The most interesting and detailed responses to this post came from Helmut Uttenthaler – you can read the thread here. He raises a couple of very interesting points – what to do about trains you cannot put into the Takt even if you want to – Wien-Cluj being an example. And whether you can add trains to alternate destinations – one hour Wien-München, the next hour Wien-Innsbruck-Zürich for example. The answer to that is probably that you can, but at some point you will hit an organisational complexity problem, and reliability will drop.
Helmut also sent me this:
— Helmut Uttenthaler (@vorortanleiter) February 8, 2021
Richard Smith and Lennart raised the issue of compulsory reservation trains in this system (or not), and that indeed cannot be avoided. If the essence of the system is that if you miss your connection you have to be able to take the next train, then that next train either cannot be compulsory reservation, or a good percentage of the seats on it must be left free. Also a related point is when two operators run on a route – Köln Hbf-Bruxelles Midi has a Thalys one hour, a ICE the next, but tickets are not compatible – that is an unsustainable situation.

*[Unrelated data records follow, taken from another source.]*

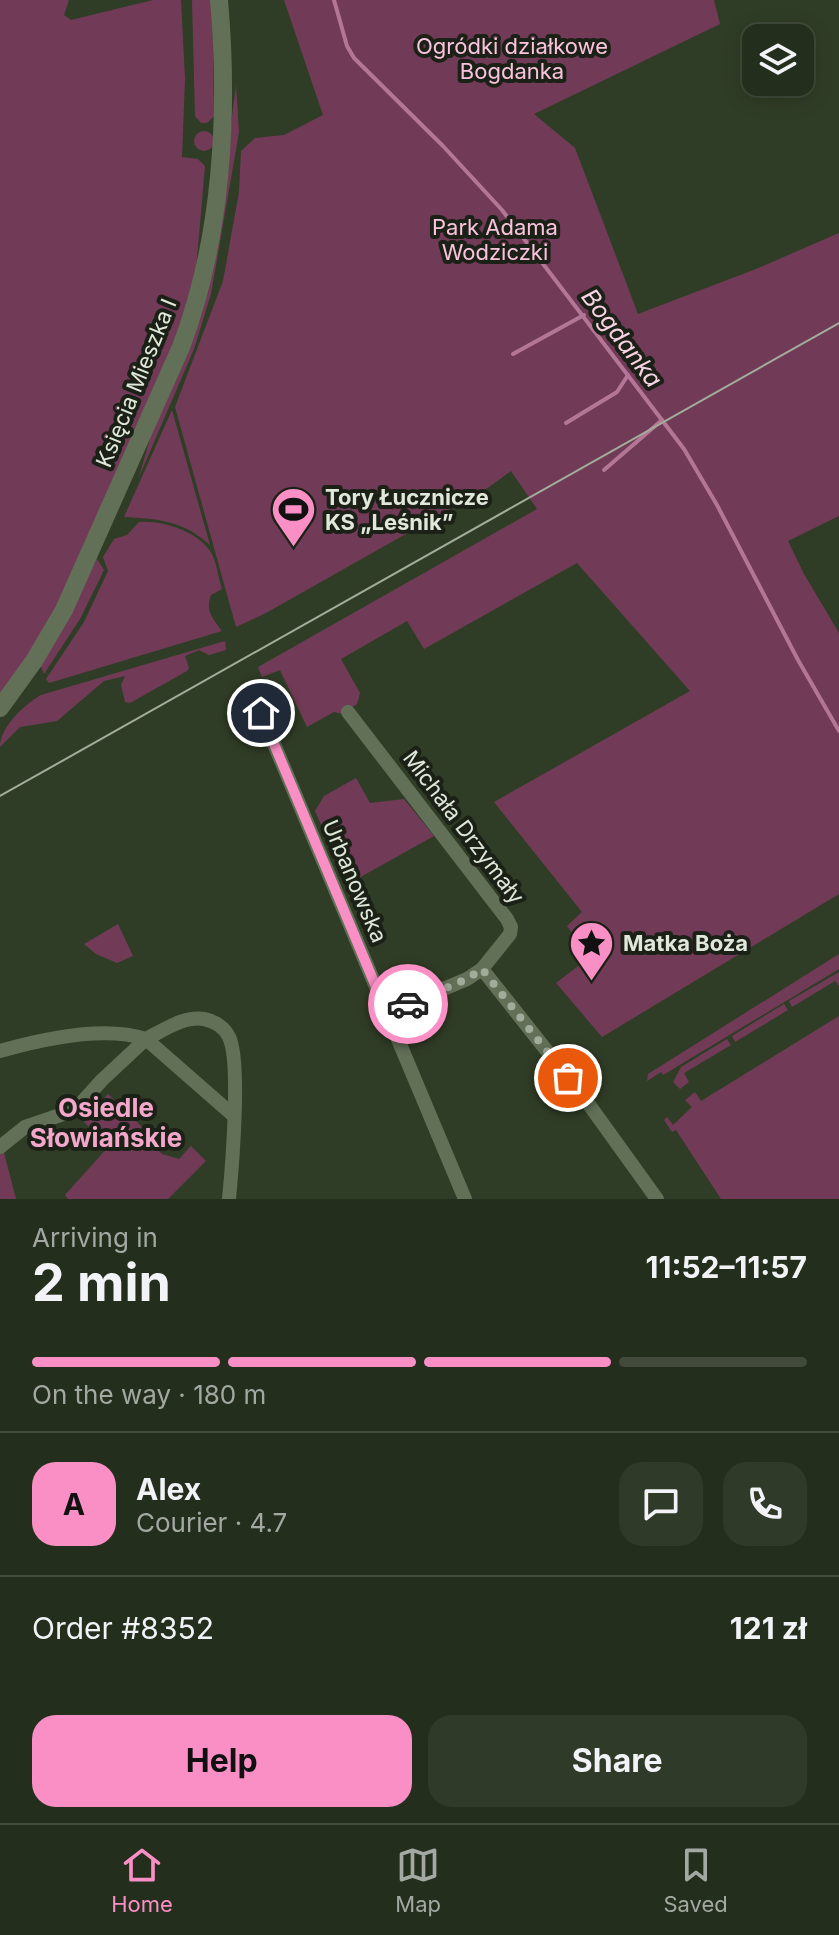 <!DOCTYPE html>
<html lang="en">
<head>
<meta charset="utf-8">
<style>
	:root { --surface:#242e1c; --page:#303a29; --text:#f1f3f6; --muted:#a3a8a3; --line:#414a3b; --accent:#fa8fc6 }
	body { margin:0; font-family:Inter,sans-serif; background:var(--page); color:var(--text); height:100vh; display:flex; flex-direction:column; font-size:30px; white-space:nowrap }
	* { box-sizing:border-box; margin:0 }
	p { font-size:26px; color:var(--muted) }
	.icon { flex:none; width:44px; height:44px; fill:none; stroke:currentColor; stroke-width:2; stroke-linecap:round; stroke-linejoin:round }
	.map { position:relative; height:1199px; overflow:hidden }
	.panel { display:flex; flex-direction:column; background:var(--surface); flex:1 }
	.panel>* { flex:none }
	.buttons { position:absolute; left:742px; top:24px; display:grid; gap:16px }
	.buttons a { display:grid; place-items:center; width:72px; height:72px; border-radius:16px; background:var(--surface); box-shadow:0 4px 20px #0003,0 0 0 2px var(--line); font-size:40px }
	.pin { position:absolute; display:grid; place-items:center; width:68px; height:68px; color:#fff; margin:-34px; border:4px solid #fff; border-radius:50%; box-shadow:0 2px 8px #0007 }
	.courier { position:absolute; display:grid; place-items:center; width:80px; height:80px; margin:-40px; border:6px solid #fa8fc6; border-radius:50%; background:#fff; color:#222; box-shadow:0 2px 10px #0007 }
	.headline em { font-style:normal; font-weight:700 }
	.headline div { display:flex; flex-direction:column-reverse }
	.headline { display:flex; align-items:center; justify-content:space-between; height:136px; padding:0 32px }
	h1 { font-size:52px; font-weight:700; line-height:60px }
	.bar { display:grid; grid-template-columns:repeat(4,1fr); gap:12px 8px; align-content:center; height:96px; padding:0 32px }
	.bar i { height:10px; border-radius:6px; background:var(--line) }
	.bar .active { background:var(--accent) }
	.bar p { grid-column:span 4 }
	.line { display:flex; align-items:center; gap:20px; padding:0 32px; border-top:2px solid var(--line) }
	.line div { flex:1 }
	.round { display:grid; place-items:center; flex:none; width:84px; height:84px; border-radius:24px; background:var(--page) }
	.primary-button { display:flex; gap:16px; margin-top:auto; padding:16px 32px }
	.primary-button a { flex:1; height:92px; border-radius:24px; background:var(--accent); color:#111; font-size:32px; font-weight:700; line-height:92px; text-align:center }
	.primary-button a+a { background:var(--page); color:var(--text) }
	.dock { display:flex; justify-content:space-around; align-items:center; height:112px; border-top:2px solid var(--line); background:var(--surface); font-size:22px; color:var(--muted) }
	.dock a { display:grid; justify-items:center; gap:4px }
	.dock .active { color:var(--accent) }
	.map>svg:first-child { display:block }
</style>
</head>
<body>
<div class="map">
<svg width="839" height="1199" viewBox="0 0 839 1199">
	<rect width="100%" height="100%" fill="#303d26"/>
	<g fill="#713b58">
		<polygon points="0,0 69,0 64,15 71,20 153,0 181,0 185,79 182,157 198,159 205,166 196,270 179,332 55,613 0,698"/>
		<polygon points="192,0 212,0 214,116 207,123 201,123 195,116"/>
		<polygon points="284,0 714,0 720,24 534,114 575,148 638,314 756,269 839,233 839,516 788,541 804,574 839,633 839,894 602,1037 556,983 590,957 567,926 582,912 494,802 690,691 577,563 424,649 407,621 341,659 360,693 357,704 343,714 334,712 307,727 280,670 262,677 258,667 537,509 511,471 489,487 266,613 236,627 175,407 223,281 239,192 241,151 255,138 284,135 323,115"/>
		<polygon points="236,85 239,132 211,294 194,349 139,477 224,180"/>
		<circle cx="204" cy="141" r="10"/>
		<path d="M172 410 210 545C182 520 159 519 124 517Z"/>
		<path d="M139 522C162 520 197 531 210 551 217 561 218 578 222 589L211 595C205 611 213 619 222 631L49 683 46 679 84 622 108 571 103 557 114 539 127 535Z"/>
		<polygon points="97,559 104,570 80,619 44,674 40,664"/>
		<path d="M225 641 226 650 209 655 199 650 185 656 189 668 187 671 130 703 125 702 121 685 125 676 104 681 57 721 20 727 0 747C0 727 24 705 41 695Z"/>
		<polygon points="356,778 370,803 404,799 434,836 348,884 315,811 324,796"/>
		<polygon points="118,924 133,956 117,963 96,954 84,944"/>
		<polygon points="839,954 839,969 663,1075 661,1072 647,1081 648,1074"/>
		<polygon points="839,972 839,986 835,981 792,1007 789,1001"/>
		<polygon points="784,1004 788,1010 735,1042 732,1036"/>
		<polygon points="839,1016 839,1199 721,1199 676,1130 672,1132 664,1120 667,1117 673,1125 692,1107 685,1100 695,1092 701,1101"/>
		<polygon points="727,1039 731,1045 684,1073 689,1082 680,1089 673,1082 681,1067"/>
		<polygon points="108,1094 142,1127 139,1131 162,1154 179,1159 191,1146 206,1161 168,1199 68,1199 65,1195 109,1146 84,1122"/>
		<polygon points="0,1149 3,1149 16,1199 0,1199"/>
	</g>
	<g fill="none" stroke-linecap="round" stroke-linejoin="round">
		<g stroke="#b37694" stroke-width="4">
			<polyline points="334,0 347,46 354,58 443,146 502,210 684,449 717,505 798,660 839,731"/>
			<polyline points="513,354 584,315"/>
			<polyline points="566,423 617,392 628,375"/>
			<polyline points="604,470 662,420"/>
		</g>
		<g stroke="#627058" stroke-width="14">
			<polyline points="348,712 507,919 511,927 510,934 482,969 585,1099 657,1199"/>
			<polyline points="261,713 465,1199"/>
			<polyline points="387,1013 467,979 482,969"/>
			<path d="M0 1051C42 1039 104 1025 146 1039 164 1030 183 1016 204 1019 215 1021 225 1028 229 1037 241 1061 232 1168 229 1199"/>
			<polyline points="0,1147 25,1127 75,1110 102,1080 146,1039 234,1116"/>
		</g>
		<path stroke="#627058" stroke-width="18" d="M0 708 34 661 64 610 181 347C222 239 229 114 219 0"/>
		<polyline stroke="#a3ad9c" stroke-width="2" points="0,796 839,323"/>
	</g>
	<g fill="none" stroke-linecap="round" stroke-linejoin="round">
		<polyline stroke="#a2ac9b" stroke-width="8" stroke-dasharray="0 14.4" points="408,1004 467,979 482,969 568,1078"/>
		<polyline stroke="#fa8fc6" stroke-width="10" points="261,713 387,1013 408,1004"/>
	</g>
	<defs>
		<symbol id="stadium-pin" viewBox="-11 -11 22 30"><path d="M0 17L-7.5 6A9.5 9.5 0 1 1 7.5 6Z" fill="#fa8fc6" stroke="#1c2117"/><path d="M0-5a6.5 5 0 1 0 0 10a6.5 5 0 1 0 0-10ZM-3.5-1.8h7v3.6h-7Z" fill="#111"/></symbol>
		<symbol id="sight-pin" viewBox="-11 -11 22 30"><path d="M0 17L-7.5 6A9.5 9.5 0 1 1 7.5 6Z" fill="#fa8fc6" stroke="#1c2117"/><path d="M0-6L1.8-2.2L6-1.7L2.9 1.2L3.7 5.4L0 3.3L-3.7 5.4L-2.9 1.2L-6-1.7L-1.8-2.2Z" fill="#111"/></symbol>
	</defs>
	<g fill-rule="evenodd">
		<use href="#stadium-pin" x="268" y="484" width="51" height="69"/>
		<use href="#sight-pin" x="566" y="918" width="51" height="69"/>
	</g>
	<g text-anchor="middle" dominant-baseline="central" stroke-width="8" stroke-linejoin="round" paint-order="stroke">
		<g font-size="22" fill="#f9c3dc" stroke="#1c2117">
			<text x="512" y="46">Ogródki działkowe<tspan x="512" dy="25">Bogdanka</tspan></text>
			<text x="495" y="227">Park Adama<tspan x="495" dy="25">Wodziczki</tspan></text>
		</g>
		<g font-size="22" fill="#e0e8da" stroke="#1c2117">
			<text transform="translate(136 383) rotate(-68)">Księcia Mieszka I</text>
			<text transform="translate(464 827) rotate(53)">Michała Drzymały</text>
			<text transform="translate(355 881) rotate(67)">Urbanowska</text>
		</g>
		<g font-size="22" font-weight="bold" fill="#e0e8da" stroke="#1c2117" text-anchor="start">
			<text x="325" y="497">Tory Łucznicze<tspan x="325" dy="25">KS „Leśnik”</tspan></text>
			<text x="623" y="943">Matka Boża</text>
		</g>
		<g font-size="24" font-style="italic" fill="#f8d3e4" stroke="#1c2117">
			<text transform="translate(622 338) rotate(53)">Bogdanka</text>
		</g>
		<g font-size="26" font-weight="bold" fill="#f2a7cb" stroke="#1c2117">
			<text x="106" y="1107">Osiedle<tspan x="106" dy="30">Słowiańskie</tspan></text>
		</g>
	</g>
</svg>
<div class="buttons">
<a><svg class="icon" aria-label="layers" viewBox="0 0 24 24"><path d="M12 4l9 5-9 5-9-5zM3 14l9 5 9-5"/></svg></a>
</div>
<div class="pin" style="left:568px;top:1078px;background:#ea580c"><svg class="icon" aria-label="bag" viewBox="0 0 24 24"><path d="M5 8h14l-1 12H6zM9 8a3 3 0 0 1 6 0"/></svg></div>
<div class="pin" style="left:261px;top:713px;background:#1f2937"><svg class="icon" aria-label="home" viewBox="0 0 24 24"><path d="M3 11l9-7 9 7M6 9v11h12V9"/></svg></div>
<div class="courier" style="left:408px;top:1004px"><svg class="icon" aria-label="car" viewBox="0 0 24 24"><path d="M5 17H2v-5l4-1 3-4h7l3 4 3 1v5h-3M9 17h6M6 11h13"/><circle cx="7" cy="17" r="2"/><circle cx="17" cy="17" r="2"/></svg></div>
</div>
<section class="panel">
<div class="headline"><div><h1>2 min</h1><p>Arriving in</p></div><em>11:52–11:57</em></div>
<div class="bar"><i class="active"></i><i class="active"></i><i class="active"></i><i></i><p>On the way · 180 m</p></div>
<div class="line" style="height:144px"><b class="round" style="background:var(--accent);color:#111">A</b><div><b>Alex</b><p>Courier · 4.7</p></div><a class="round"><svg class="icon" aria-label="chat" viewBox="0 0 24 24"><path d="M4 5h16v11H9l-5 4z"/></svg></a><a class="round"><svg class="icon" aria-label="phone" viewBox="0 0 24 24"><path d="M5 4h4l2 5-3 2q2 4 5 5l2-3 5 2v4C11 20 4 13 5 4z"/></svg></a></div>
<div class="line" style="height:104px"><div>Order #8352</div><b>121 zł</b></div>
<div class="primary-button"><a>Help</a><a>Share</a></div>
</section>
<nav class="dock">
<a class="active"><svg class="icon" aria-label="home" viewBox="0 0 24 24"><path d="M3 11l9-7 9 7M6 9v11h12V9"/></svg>Home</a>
<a><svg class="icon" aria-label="map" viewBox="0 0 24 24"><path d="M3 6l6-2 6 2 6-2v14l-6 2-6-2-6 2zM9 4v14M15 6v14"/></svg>Map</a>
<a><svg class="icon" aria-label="saved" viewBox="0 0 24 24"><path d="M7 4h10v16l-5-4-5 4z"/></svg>Saved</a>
</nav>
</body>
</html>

Peter Berry raised the issue of liberalisation and privatisation as well. This is an area of the Takt idea that needs some further development. The essence is that the Takt trains need a fixed timetable, good paths, and a guaranteed service – inc. very early and very late trains. These would then be run either by state incumbent operators, or lines allocated by competitive tender. In any case tickets for Takt trains need to be compatible with each other. Alongside that there could be other paths – ones not designed to connect – that could be used by other operators. Players like Flix or RegioJet could use those for longer, slower, point to point services.